The Pattern is Complete

Posted in FILM, literature, MUSIC with tags , , , , , , , , , , , , , , , , , , , on December 30, 2009 by dcairns

Here it is — the end of Hitchcock Year, as far as the films go. What an odyssey it has been. From THE PLEASURE GARDEN (1925) to FAMILY PLOT (1976) — exactly fifty-two films in fifty-two years, watched and reviewed by me in fifty-two weeks. And yet I can’t think that Mr Hitchcock’s achievement in making the films is a bit more substantial than my achievement of watching them. And the numbers stack up so nicely one might almost have think he’d planned it.

A lot of facts conspired to make FAMILY PLOT an unlikely film to actually happen. Hitch was unwell. He had arthritis in his knees, which made walking agony, and he was treating the pain with vodka, among other things. His weight, more or less stable since LIFEBOAT (the wonders of Reduce-O!) was ballooning again. He was fitted with a pacemaker, which he delighted in showing to all and sundry (well, the scar and the bulge where it was embedded). I also recall Karen Black saying he showed her that he didn’t have a belly button. Or did I dream this? If true, it suggests that either Hitch was a clone, not of woman born (perhaps in some way explaining his dislike of eggs?) or that he’d had part of his gut taken away. At the time, I assumed this was some kind of primitive tummy-tuck op, but no — it seems more likely that his navel hernia, corrected by surgery around the time of VERTIGO, might have resulted in his buttonless condition. I remember an Oliver Reed interview in which the legendary wild man talked about his belly button turned inside out one day when he was lifting something or someone he shouldn’t have lifted. It hung down his front, a long flesh-tube, and he just left it there. For years. The only inconvenience he said was he couldn’t wear tight tops. But eventually he had it taken away because he was worried it was upstaging his penis.

Yeeuuuuch!

Meanwhile (if we’ve all recovered), Alma’s condition was still more depleted. A stroke around the time of FRENZY had temporarily disabled her. She seems to have had good days and bad days. Hitch had to start cooking for her. He seems to have delayed the end of filming of FRENZY, taking his time over the trailer (the night shots of which show him clearly flagging), perhaps afraid to return home. Although she recovered well enough to join Hitch on location, bringing the dog, a further stroke after FAMILY PLOT was in the can disabled her permanently and affected her mind.

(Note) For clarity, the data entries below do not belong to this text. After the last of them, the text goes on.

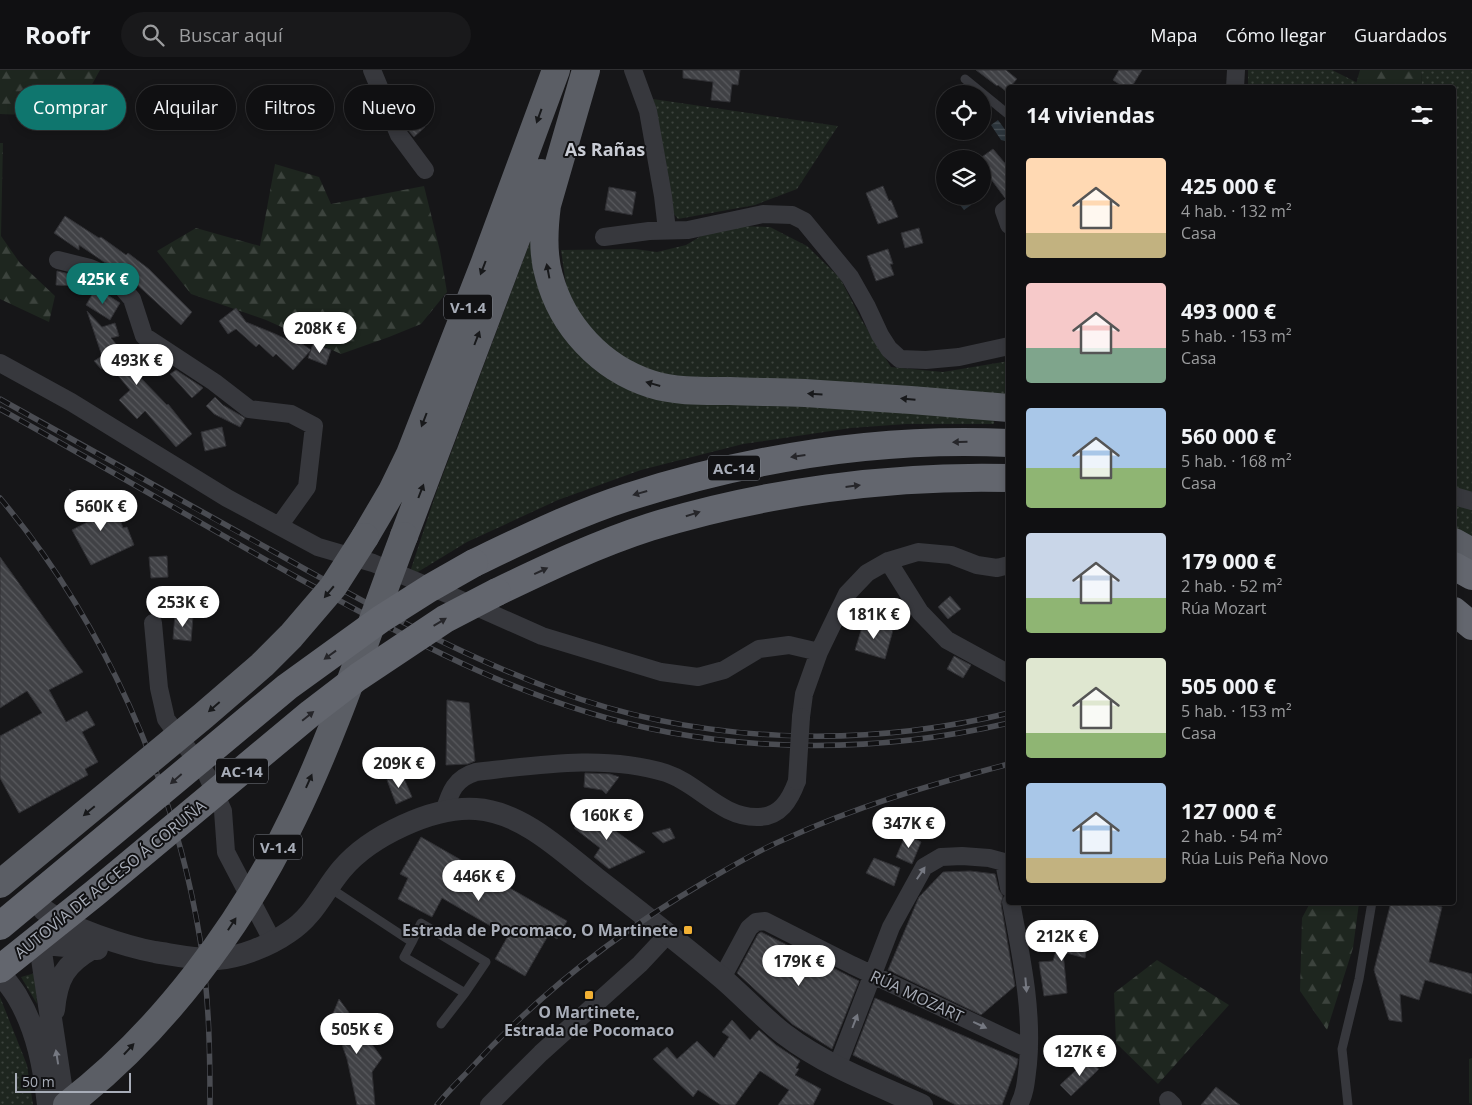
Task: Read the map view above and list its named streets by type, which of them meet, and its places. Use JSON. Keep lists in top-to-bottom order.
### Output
{
  "streets": {
    "highway": ["V-1.4", "AC-14", "AUTOVÍA DE ACCESO Á CORUÑA"],
    "street": ["RÚA MOZART"]
  },
  "districts": ["As Rañas"],
  "places": {
    "transit": ["Estrada de Pocomaco, O Martinete", "O Martinete, Estrada de Pocomaco"]
  },
  "scale_bar": "50 m",
  "page": {
    "header": "Roofr",
    "search": "Buscar aquí",
    "nav": ["Mapa", "Cómo llegar", "Guardados"],
    "chip": [
      "Comprar",
      "Alquilar",
      "Filtros",
      "Nuevo"
    ],
    "heading": "14 viviendas",
    "list": [
      {
        "name": "425 000 €",
        "note": "4 hab. · 132 m² · Casa"
      },
      {
        "name": "493 000 €",
        "note": "5 hab. · 153 m² · Casa"
      },
      {
        "name": "560 000 €",
        "note": "5 hab. · 168 m² · Casa"
      },
      {
        "name": "179 000 €",
        "note": "2 hab. · 52 m² · Rúa Mozart"
      },
      {
        "name": "505 000 €",
        "note": "5 hab. · 153 m² · Casa"
      },
      {
        "name": "127 000 €",
        "note": "2 hab. · 54 m² · Rúa Luis Peña Novo"
      }
    ],
    "price": [
      "425K €",
      "208K €",
      "493K €",
      "560K €",
      "253K €",
      "181K €",
      "209K €",
      "160K €",
      "347K €",
      "446K €",
      "212K €",
      "179K €",
      "505K €",
      "127K €"
    ],
    "scale": "50 m"
  }
}
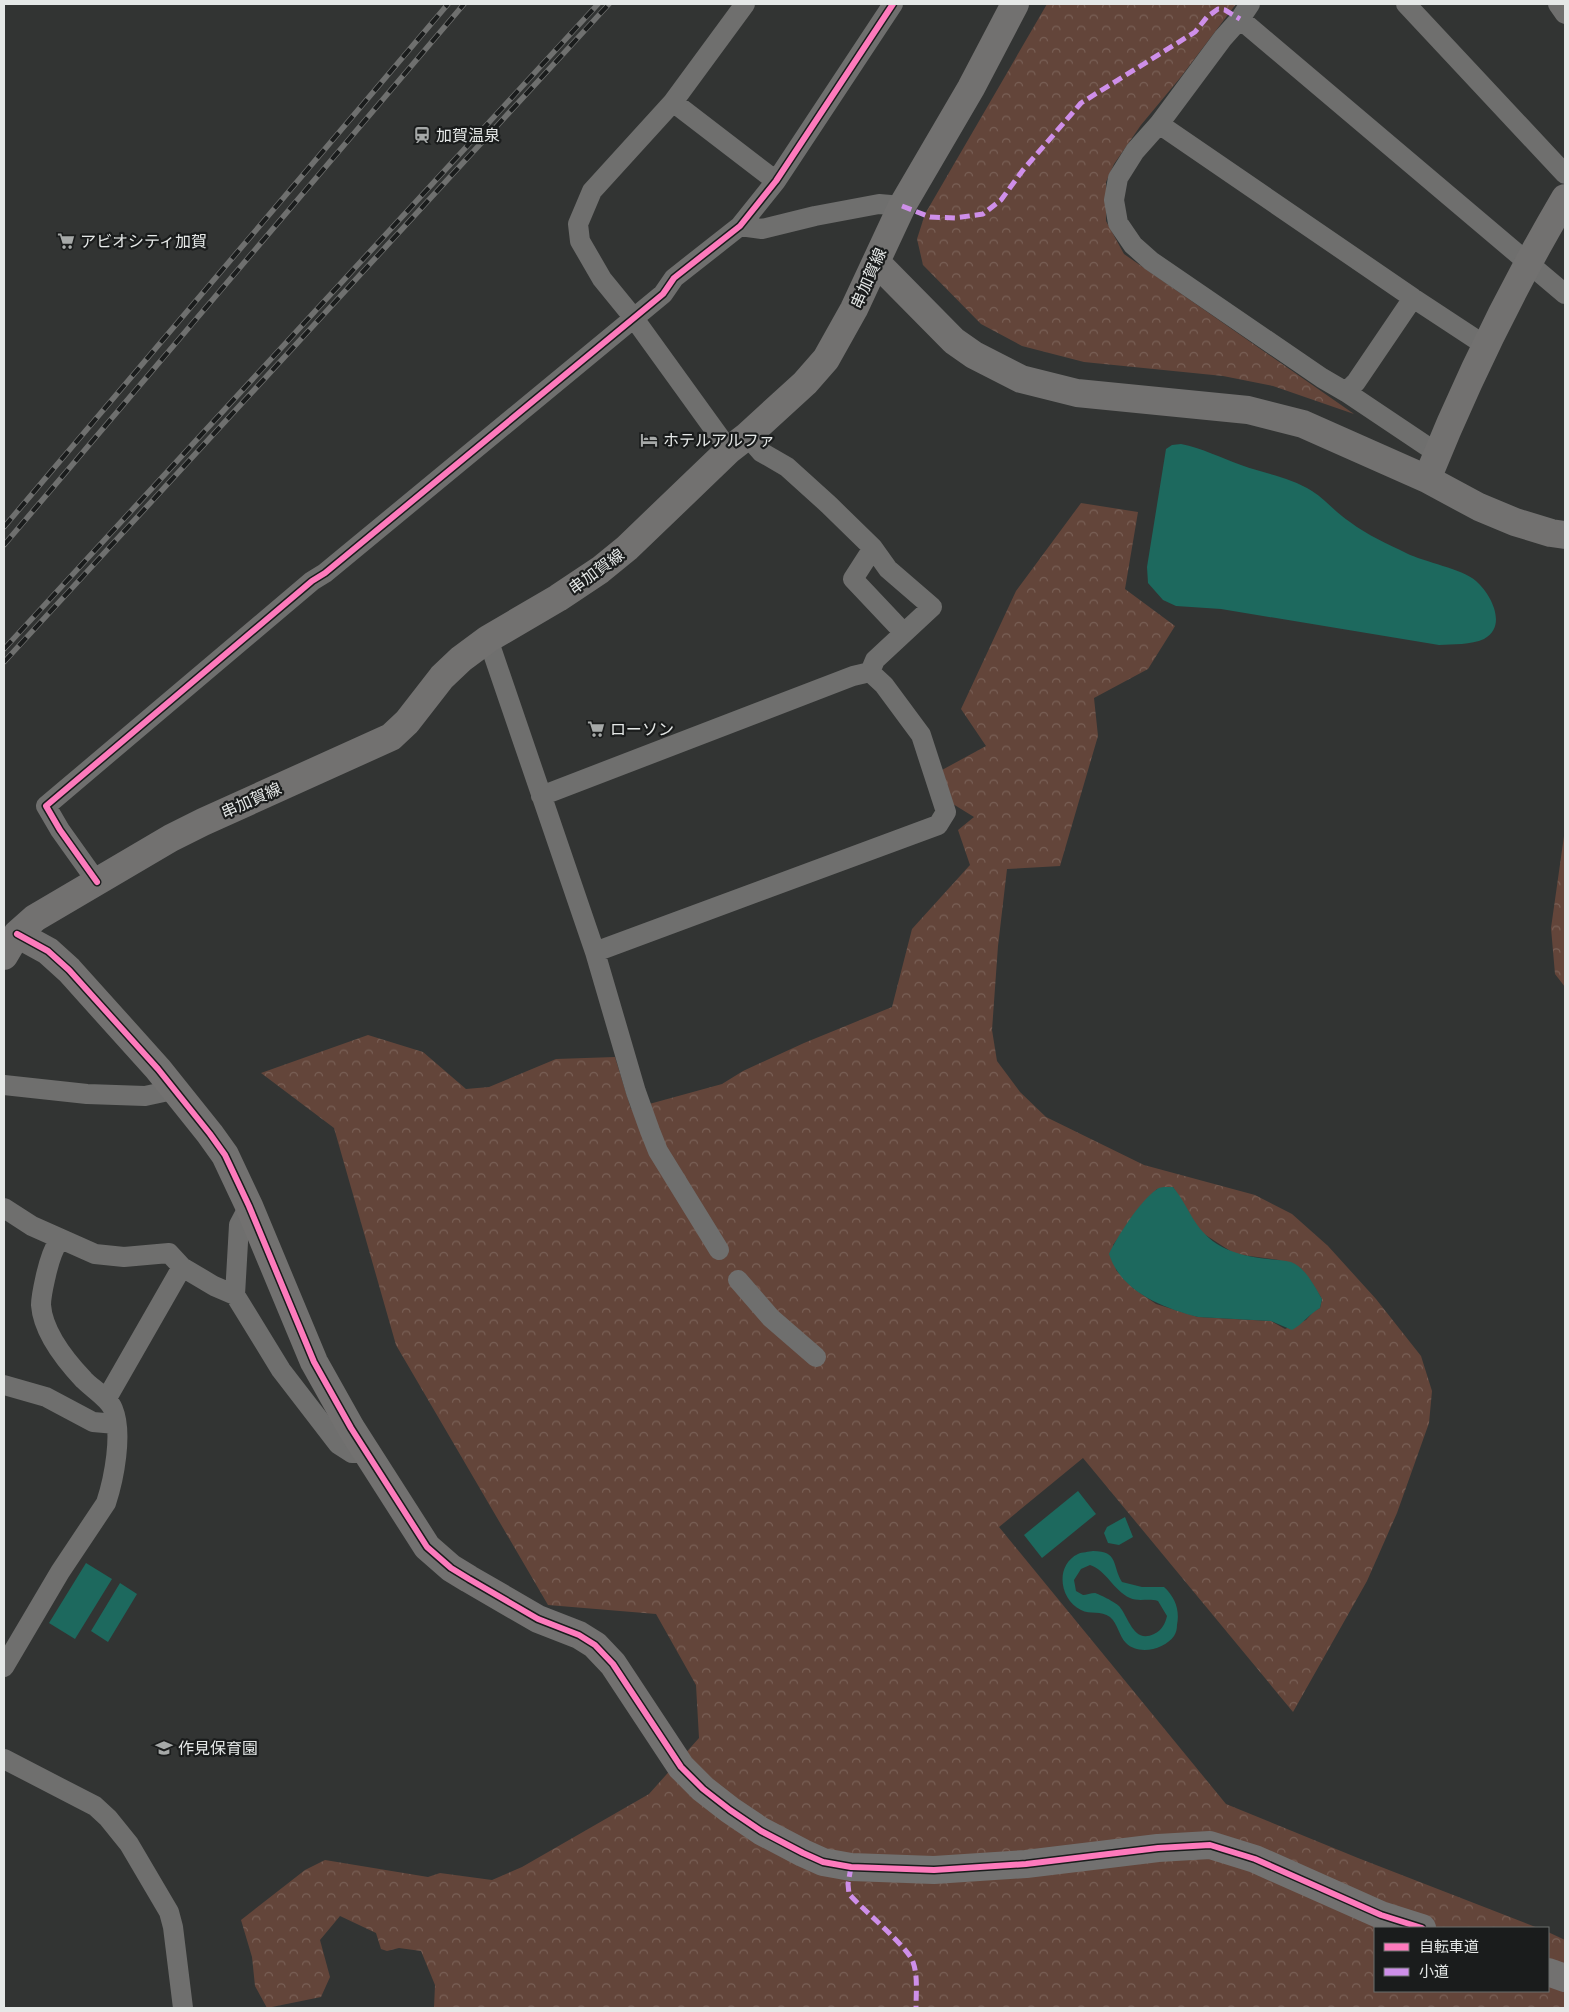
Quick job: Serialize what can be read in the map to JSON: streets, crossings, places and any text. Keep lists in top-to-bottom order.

Vincent Canning’s The Rainbird Pattern attracted Hitchcock with its symmetry, the flow of the fake medium and her boyfriend searching for the long-lost nephew, while the nephew is engaged in a kidnapping spree with his girlfriend. Canning’s dark tone and downbeat ending was jettisoned, while Hitch aimed for “a Noel Coward flavour,” aided by screenwriter Ernest Lehman, who had scripted NORTH BY NORTHWEST. Hitch found Lehman’s demands for plot logic and character beats rather a trial, and shut him out of the production once filming began — but then he returned to him to collaborate on THE SHORT NIGHT, his final, never-filmed, project.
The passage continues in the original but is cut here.